**Supplied records**
--------

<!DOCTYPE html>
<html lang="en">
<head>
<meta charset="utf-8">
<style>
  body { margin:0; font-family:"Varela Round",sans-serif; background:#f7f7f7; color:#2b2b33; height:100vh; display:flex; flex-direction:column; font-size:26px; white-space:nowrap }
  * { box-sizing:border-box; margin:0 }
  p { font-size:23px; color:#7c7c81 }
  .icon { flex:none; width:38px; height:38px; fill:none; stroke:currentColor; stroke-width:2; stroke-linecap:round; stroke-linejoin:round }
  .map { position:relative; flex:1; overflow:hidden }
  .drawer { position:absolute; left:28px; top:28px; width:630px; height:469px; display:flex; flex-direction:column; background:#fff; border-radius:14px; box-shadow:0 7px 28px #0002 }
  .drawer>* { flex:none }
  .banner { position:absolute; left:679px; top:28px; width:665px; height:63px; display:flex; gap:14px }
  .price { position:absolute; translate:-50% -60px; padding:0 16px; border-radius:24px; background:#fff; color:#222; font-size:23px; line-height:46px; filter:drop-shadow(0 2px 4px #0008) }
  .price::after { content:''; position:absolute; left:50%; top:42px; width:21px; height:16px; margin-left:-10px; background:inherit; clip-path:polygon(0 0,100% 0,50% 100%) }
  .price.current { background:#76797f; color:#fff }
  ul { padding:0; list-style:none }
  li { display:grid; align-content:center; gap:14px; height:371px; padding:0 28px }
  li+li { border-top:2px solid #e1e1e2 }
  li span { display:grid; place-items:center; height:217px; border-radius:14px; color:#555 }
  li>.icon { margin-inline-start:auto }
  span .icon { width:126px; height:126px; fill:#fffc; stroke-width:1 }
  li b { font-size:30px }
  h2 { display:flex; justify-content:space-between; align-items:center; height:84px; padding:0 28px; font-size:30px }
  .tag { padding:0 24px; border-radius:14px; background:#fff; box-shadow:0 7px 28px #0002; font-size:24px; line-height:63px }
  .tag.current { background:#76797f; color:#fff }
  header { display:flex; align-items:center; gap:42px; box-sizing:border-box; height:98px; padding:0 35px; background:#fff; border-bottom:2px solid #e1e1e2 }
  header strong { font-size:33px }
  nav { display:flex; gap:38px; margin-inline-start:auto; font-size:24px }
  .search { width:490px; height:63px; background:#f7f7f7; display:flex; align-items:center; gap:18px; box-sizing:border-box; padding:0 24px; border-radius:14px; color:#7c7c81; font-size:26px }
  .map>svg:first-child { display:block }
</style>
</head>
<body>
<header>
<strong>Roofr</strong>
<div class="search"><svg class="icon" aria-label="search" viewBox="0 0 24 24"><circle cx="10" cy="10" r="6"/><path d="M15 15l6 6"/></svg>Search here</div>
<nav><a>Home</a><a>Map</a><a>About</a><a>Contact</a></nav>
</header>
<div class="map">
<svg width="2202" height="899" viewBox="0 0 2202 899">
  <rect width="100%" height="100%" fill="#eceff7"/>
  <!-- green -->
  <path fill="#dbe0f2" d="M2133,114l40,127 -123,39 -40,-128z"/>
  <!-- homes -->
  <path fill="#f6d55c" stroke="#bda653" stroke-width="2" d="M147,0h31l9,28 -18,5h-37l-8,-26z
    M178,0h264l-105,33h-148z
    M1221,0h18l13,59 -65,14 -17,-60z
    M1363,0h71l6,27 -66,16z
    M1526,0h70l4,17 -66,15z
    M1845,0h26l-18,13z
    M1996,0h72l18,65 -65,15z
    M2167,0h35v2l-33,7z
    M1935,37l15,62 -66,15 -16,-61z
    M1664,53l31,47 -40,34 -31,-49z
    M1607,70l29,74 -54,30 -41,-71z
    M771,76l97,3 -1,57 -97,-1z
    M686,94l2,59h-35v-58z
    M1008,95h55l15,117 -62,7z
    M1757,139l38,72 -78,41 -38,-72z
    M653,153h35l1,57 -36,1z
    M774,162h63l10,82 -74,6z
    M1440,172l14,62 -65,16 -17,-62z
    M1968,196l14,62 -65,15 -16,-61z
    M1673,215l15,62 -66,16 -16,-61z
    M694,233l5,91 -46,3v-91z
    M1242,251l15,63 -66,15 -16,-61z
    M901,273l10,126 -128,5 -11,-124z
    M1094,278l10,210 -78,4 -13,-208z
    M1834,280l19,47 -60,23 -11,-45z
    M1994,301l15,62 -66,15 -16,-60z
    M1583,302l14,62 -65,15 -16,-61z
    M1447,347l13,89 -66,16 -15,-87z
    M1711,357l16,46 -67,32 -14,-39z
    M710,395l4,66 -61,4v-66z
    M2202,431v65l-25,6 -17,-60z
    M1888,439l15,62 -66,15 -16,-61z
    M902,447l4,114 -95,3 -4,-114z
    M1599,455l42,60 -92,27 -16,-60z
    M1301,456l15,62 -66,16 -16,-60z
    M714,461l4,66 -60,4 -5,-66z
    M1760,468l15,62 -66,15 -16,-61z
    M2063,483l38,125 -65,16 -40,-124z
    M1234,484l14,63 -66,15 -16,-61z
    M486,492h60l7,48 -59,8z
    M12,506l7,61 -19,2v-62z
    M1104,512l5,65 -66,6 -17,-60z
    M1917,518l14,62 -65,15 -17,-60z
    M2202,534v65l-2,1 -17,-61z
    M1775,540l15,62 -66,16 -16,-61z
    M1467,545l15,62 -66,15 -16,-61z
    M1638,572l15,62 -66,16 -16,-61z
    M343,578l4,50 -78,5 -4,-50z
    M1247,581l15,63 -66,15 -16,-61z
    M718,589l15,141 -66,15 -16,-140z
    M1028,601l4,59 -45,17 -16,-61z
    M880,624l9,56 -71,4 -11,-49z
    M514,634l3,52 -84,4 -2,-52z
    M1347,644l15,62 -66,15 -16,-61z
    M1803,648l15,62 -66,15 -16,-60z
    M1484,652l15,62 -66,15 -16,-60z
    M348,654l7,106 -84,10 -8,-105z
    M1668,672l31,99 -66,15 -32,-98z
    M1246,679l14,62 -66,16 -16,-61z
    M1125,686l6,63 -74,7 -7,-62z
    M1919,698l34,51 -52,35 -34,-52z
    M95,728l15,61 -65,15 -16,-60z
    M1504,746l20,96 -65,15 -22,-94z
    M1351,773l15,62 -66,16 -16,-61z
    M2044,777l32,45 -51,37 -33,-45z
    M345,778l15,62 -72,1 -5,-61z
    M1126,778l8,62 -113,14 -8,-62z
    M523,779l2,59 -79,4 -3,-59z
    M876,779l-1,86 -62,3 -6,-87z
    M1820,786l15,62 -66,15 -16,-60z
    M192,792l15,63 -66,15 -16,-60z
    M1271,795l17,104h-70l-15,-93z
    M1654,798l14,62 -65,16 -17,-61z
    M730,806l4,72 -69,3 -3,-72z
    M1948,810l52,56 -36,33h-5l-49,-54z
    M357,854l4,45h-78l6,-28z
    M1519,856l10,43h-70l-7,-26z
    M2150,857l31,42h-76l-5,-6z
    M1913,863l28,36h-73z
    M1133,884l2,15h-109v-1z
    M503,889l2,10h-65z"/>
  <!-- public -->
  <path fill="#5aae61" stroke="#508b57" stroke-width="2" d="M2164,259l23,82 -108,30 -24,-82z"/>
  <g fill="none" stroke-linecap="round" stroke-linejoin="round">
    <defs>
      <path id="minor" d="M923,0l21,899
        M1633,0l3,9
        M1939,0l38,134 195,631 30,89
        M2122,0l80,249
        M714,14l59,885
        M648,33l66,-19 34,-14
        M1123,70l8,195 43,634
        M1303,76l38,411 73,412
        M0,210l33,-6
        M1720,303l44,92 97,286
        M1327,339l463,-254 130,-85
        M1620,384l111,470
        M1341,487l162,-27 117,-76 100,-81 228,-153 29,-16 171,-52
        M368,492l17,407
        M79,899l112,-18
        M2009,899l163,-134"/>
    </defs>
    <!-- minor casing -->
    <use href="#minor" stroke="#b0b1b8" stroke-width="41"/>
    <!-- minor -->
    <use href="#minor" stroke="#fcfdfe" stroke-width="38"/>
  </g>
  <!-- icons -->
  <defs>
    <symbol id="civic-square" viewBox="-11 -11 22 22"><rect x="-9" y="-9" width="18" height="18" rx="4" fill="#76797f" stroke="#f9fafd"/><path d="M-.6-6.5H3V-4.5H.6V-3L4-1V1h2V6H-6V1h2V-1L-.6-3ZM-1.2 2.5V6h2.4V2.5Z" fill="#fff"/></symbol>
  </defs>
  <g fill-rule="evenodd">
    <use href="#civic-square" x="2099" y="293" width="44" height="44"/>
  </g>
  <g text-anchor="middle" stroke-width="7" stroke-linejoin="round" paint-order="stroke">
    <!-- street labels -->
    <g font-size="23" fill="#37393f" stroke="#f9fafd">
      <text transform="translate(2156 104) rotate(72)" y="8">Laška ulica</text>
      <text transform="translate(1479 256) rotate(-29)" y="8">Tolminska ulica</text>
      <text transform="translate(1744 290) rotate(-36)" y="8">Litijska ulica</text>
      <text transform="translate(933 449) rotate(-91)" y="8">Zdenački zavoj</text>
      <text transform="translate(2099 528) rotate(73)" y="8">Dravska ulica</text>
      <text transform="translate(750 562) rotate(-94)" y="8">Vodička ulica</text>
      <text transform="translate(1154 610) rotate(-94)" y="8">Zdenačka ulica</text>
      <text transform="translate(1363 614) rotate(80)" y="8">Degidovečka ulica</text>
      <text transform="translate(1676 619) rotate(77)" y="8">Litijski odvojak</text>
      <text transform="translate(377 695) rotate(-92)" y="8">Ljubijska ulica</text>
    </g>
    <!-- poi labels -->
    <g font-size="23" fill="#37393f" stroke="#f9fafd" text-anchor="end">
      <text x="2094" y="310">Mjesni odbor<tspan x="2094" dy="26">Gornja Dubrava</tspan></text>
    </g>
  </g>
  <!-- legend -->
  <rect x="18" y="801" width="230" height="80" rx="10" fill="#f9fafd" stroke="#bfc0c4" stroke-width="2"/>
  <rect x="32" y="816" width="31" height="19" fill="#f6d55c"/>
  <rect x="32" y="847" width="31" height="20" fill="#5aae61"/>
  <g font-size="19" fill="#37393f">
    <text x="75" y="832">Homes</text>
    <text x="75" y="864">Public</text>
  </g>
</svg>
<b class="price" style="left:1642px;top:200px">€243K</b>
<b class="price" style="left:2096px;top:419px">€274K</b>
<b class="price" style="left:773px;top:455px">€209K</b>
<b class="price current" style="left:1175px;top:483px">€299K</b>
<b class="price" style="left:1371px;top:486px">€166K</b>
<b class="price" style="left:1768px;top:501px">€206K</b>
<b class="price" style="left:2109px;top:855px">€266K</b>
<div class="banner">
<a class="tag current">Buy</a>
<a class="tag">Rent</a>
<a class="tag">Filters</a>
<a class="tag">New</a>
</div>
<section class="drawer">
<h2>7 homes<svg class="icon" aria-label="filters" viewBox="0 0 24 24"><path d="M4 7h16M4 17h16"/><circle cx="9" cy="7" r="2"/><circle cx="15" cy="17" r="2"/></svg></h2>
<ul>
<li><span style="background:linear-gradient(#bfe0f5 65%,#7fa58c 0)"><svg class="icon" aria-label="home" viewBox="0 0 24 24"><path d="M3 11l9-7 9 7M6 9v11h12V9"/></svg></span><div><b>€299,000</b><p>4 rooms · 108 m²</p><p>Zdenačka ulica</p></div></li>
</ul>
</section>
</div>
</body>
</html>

--------

**Task prompt**
The response should hold exactly the lines starting at the line with "M1583,302l14,62 -65,15 -16,-61z" and ending at the line with "M0,210l33,-6", and no other line of the material above.

**Final answer**
    M1583,302l14,62 -65,15 -16,-61z
    M1447,347l13,89 -66,16 -15,-87z
    M1711,357l16,46 -67,32 -14,-39z
    M710,395l4,66 -61,4v-66z
    M2202,431v65l-25,6 -17,-60z
    M1888,439l15,62 -66,15 -16,-61z
    M902,447l4,114 -95,3 -4,-114z
    M1599,455l42,60 -92,27 -16,-60z
    M1301,456l15,62 -66,16 -16,-60z
    M714,461l4,66 -60,4 -5,-66z
    M1760,468l15,62 -66,15 -16,-61z
    M2063,483l38,125 -65,16 -40,-124z
    M1234,484l14,63 -66,15 -16,-61z
    M486,492h60l7,48 -59,8z
    M12,506l7,61 -19,2v-62z
    M1104,512l5,65 -66,6 -17,-60z
    M1917,518l14,62 -65,15 -17,-60z
    M2202,534v65l-2,1 -17,-61z
    M1775,540l15,62 -66,16 -16,-61z
    M1467,545l15,62 -66,15 -16,-61z
    M1638,572l15,62 -66,16 -16,-61z
    M343,578l4,50 -78,5 -4,-50z
    M1247,581l15,63 -66,15 -16,-61z
    M718,589l15,141 -66,15 -16,-140z
    M1028,601l4,59 -45,17 -16,-61z
    M880,624l9,56 -71,4 -11,-49z
    M514,634l3,52 -84,4 -2,-52z
    M1347,644l15,62 -66,15 -16,-61z
    M1803,648l15,62 -66,15 -16,-60z
    M1484,652l15,62 -66,15 -16,-60z
    M348,654l7,106 -84,10 -8,-105z
    M1668,672l31,99 -66,15 -32,-98z
    M1246,679l14,62 -66,16 -16,-61z
    M1125,686l6,63 -74,7 -7,-62z
    M1919,698l34,51 -52,35 -34,-52z
    M95,728l15,61 -65,15 -16,-60z
    M1504,746l20,96 -65,15 -22,-94z
    M1351,773l15,62 -66,16 -16,-61z
    M2044,777l32,45 -51,37 -33,-45z
    M345,778l15,62 -72,1 -5,-61z
    M1126,778l8,62 -113,14 -8,-62z
    M523,779l2,59 -79,4 -3,-59z
    M876,779l-1,86 -62,3 -6,-87z
    M1820,786l15,62 -66,15 -16,-60z
    M192,792l15,63 -66,15 -16,-60z
    M1271,795l17,104h-70l-15,-93z
    M1654,798l14,62 -65,16 -17,-61z
    M730,806l4,72 -69,3 -3,-72z
    M1948,810l52,56 -36,33h-5l-49,-54z
    M357,854l4,45h-78l6,-28z
    M1519,856l10,43h-70l-7,-26z
    M2150,857l31,42h-76l-5,-6z
    M1913,863l28,36h-73z
    M1133,884l2,15h-109v-1z
    M503,889l2,10h-65z"/>
  <!-- public -->
  <path fill="#5aae61" stroke="#508b57" stroke-width="2" d="M2164,259l23,82 -108,30 -24,-82z"/>
  <g fill="none" stroke-linecap="round" stroke-linejoin="round">
    <defs>
      <path id="minor" d="M923,0l21,899
        M1633,0l3,9
        M1939,0l38,134 195,631 30,89
        M2122,0l80,249
        M714,14l59,885
        M648,33l66,-19 34,-14
        M1123,70l8,195 43,634
        M1303,76l38,411 73,412
        M0,210l33,-6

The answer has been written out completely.